ISIS represents the first Intifada against the United States. We have treated Afghanistan and Iraq pretty much the way Israel has treated the West Bank and Gaza, and now, like Israel, we are reaping a whirlwind. Just when we thought we could slip away, ISIS is arising out of the ashes of our wars, demanding our attention. Knowing we can wipe them out with overwhelming force, they dare us to attack as they behead three of our young men – one American, one British, one French. We want to wipe them out, but ISIS represents something virtually unconquerable. They are willing to die, indeed expect to die, in the face of our overwhelming force, but they are going to die with their fists in the air doing as much damage as they can. This passion lies at the heart of Intifada.
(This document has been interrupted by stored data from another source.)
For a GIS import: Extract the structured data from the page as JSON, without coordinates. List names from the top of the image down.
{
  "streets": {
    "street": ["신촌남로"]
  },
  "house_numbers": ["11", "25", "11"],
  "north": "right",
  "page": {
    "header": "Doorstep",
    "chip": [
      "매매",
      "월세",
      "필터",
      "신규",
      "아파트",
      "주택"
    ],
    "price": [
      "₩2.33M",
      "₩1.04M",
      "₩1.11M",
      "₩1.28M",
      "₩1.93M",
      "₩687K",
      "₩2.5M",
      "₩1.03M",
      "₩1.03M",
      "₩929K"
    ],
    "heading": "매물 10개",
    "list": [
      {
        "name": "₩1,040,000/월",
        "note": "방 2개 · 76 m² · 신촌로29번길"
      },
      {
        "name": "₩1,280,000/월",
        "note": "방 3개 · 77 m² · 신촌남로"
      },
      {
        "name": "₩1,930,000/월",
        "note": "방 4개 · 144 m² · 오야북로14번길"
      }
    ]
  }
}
To die in this way, especially for young men of military age, represents a very deeply embedded and powerful impulse in the male psyche, even if it can be distorted by ideology. But to focus on ISIS as some kind of brainwashing or manipulation of the uninformed is to miss the point and very reason why ISIS is so successful. ISIS is speaking to young men in particular, but also to young women, who are desperately seeking to give themselves to some cause larger than themselves, who have become deeply cynical about our governments, and, as a consequence, who want to join some kind of resistance. The testimony of this young Canadian man, now in Syria with ISIS, shows this mixture of idealism and defiance very powerfully:

What is ominous is that while Israel’s Intifada is essentially local, ISIS is potentially global. Like the Spanish Civil War, ISIS has become a cause celebre among the young and they are flocking to join. Several thousand are reportedly already there, drawn from numerous western and Asian nations far beyond the conflict. What is ISIS telling them? Stay home, stay in your own country, wreck havoc from there. This puts ISIS potentially far beyond the capacities of Al Qaeda. Al Qaeda was essentially a shadowy and ultimately very small network of extended family, business, and political relations of Osama bin Laden. Brilliant and deadly, Al Qaeda was nevertheless a localized immediate network of no more than several hundred people, virtually all of whom were rooted in the Middle East.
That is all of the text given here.